In 2004, he was moved to free safety after the team drafted Dunta Robinson. He holds the Texans record for the longest interception return, with a 102-yard pick-six registered against the Kansas City Chiefs. On November 21, 2004, he suffered a sprained right shoulder against the Green Bay Packers and although he was able to play in the next two games, he was eventually placed on the injured reserve list, finishing with 80 tackles, 2 interceptions and 8 passes defensed.

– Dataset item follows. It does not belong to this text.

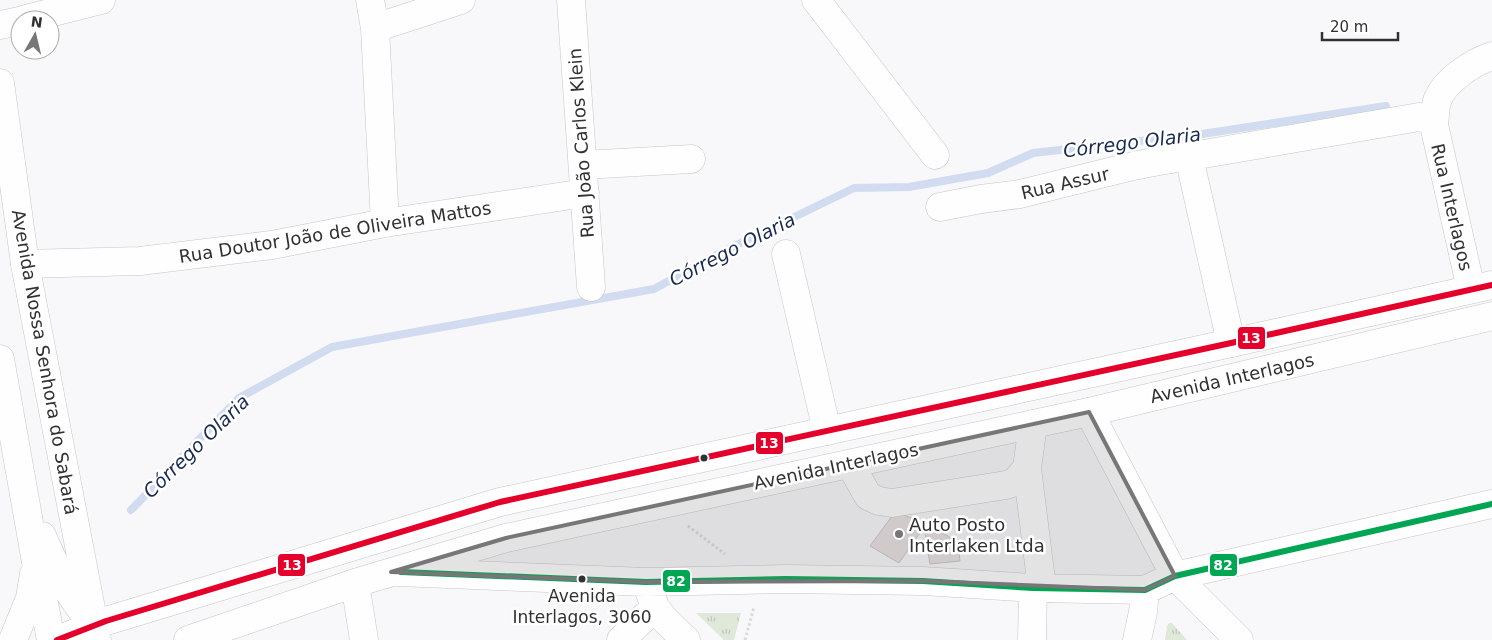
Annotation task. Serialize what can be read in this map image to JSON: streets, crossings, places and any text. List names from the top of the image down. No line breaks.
{"streets":{"main road":["Rua João Carlos Klein","Rua Assur","Rua Interlagos","Rua Doutor João de Oliveira Mattos","Avenida Nossa Senhora do Sabará","Avenida Interlagos"]},"crossings":[["Rua João Carlos Klein","Rua Doutor João de Oliveira Mattos"],["Rua Assur","Rua Interlagos"],["Rua Interlagos","Avenida Interlagos"],["Rua Doutor João de Oliveira Mattos","Avenida Nossa Senhora do Sabará"],["Avenida Nossa Senhora do Sabará","Avenida Interlagos"]],"water":["Córrego Olaria"],"places":["Auto Posto Interlaken Ltda","Avenida Interlagos, 3060"],"lines":["transit line 13","transit line 82"],"scale_bar":"20 m","north":"top"}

The next year, he was deactivated for the game against the Baltimore Ravens for missing a walkthrough. He posted 11 starts, 66 tackles, one interception and 3 passes defensed. On February 28, 2006, he was released in a salary-cap move.

===Dallas Cowboys===
On April 18, 2006, Coleman was signed by the Dallas Cowboys as a free agent, reuniting him with his former Jets head coach Bill Parcells.He appeared in three games as a backup, before being released on November 11. He finished his career with 484 tackles, 25 interceptions, 119 passes defensed and 2 touchdowns.

==NFL career statistics==

Legend
|  | Led the league |
| Bold | Career high |

===Regular season===

| Year | Team | Games |  | Tackles |  |  |  | Interceptions |  |  |  | Fumbles |  |  |  |
| GP | GS | Comb | Solo | Ast | Sck | Int | Yds | TD | Lng | FF | FR | Yds | TD |
| 1996 | NYJ | 13 | 4 | 31 | 25 | 6 | 0.0 | 1 | 23 | 0 | 23 | 1 | 0 | 0 | 0 |
| 1997 | NYJ | 16 | 2 | 10 | 8 | 2 | 0.0 | 1 | 24 | 0 | 24 | 0 | 1 | 0 | 0 |
| 1998 | NYJ | 14 | 0 | 6 | 5 | 1 | 0.0 | 0 | 0 | 0 | 0 | 0 | 0 | 0 | 0 |
| 1999 | NYJ | 16 | 10 | 69 | 57 | 12 | 0.0 | 6 | 165 | 1 | 98 | 0 | 1 | 0 | 0 |
| 2000 | NYJ | 16 | 16 | 62 | 56 | 6 | 0.0 | 4 | 6 | 0 | 7 | 0 | 0 | 0 | 0 |
| 2001 | NYJ | 16 | 15 | 71 | 60 | 11 | 0.0 | 2 | 41 | 0 | 36 | 1 | 1 | 0 | 0 |
| 2002 | HOU | 16 | 16 | 73 | 61 | 12 | 0.0 | 1 | 0 | 0 | 0 | 0 | 2 | 8 | 0 |
| 2003 | HOU | 15 | 15 | 70 | 57 | 13 | 0.0 | 7 | 95 | 0 | 41 | 1 | 0 | 0 | 0 |
| 2004 | HOU | 12 | 12 | 56 | 45 | 11 | 0.0 | 2 | 116 | 1 | 102 | 0 | 0 | 0 | 0 |
| 2005 | HOU | 15 | 11 | 53 | 47 | 6 | 0.0 | 1 | 6 | 0 | 6 | 1 | 0 | 0 | 0 |
| 2006 | DAL | 3 | 0 | 1 | 1 | 0 | 0.0 | 0 | 0 | 0 | 0 | 0 | 0 | 0 | 0 |
|  |  | 152 | 101 | 502 | 422 | 80 | 0.0 | 25 | 476 | 2 | 102 | 4 | 5 | 8 | 0 |

===Playoffs===

| Year | Team | Games |  | Tackles |  |  |  | Interceptions |  |  |  | Fumbles |  |  |  |
| GP | GS | Comb | Solo | Ast | Sck | Int | Yds | TD | Lng | FF | FR | Yds | TD |
| 1998 | NYJ | 2 | 0 | 4 | 4 | 0 | 0.0 | 0 | 0 | 0 | 0 | 0 | 0 | 0 | 0 |
| 2001 | NYJ | 1 | 1 | 10 | 10 | 0 | 0.0 | 0 | 0 | 0 | 0 | 0 | 0 | 0 | 0 |
|  |  | 3 | 1 | 14 | 14 | 0 | 0.0 | 0 | 0 | 0 | 0 | 0 | 0 | 0 | 0 |

==Coaching career==
Coleman's first coaching stint was as the defensive backs coach for the Tri-Cities Fever of the Indoor Football League in 2016. On September 16, 2016, Coleman was announced as the new defensive backs coach and defensive coordinator for the Iowa Barnstormers. On September 12, 2018, after two seasons with the Barnstormers, he was announced as the inaugural head coach for the Tucson Sugar Skulls. Coleman then was hired as the first head coach of the West Texas Warbirds in Odessa, Texas, and a member of Champions Indoor Football for the 2020 season. However, the 2020 CIF season was cancelled without playing a game due to the onset of the COVID-19 pandemic. Coleman resigned from the Warbirds in October 2020. Coleman is currently and Assistant Coach/Defensive Backs Coach at Trinity University in San Antonio, Texas.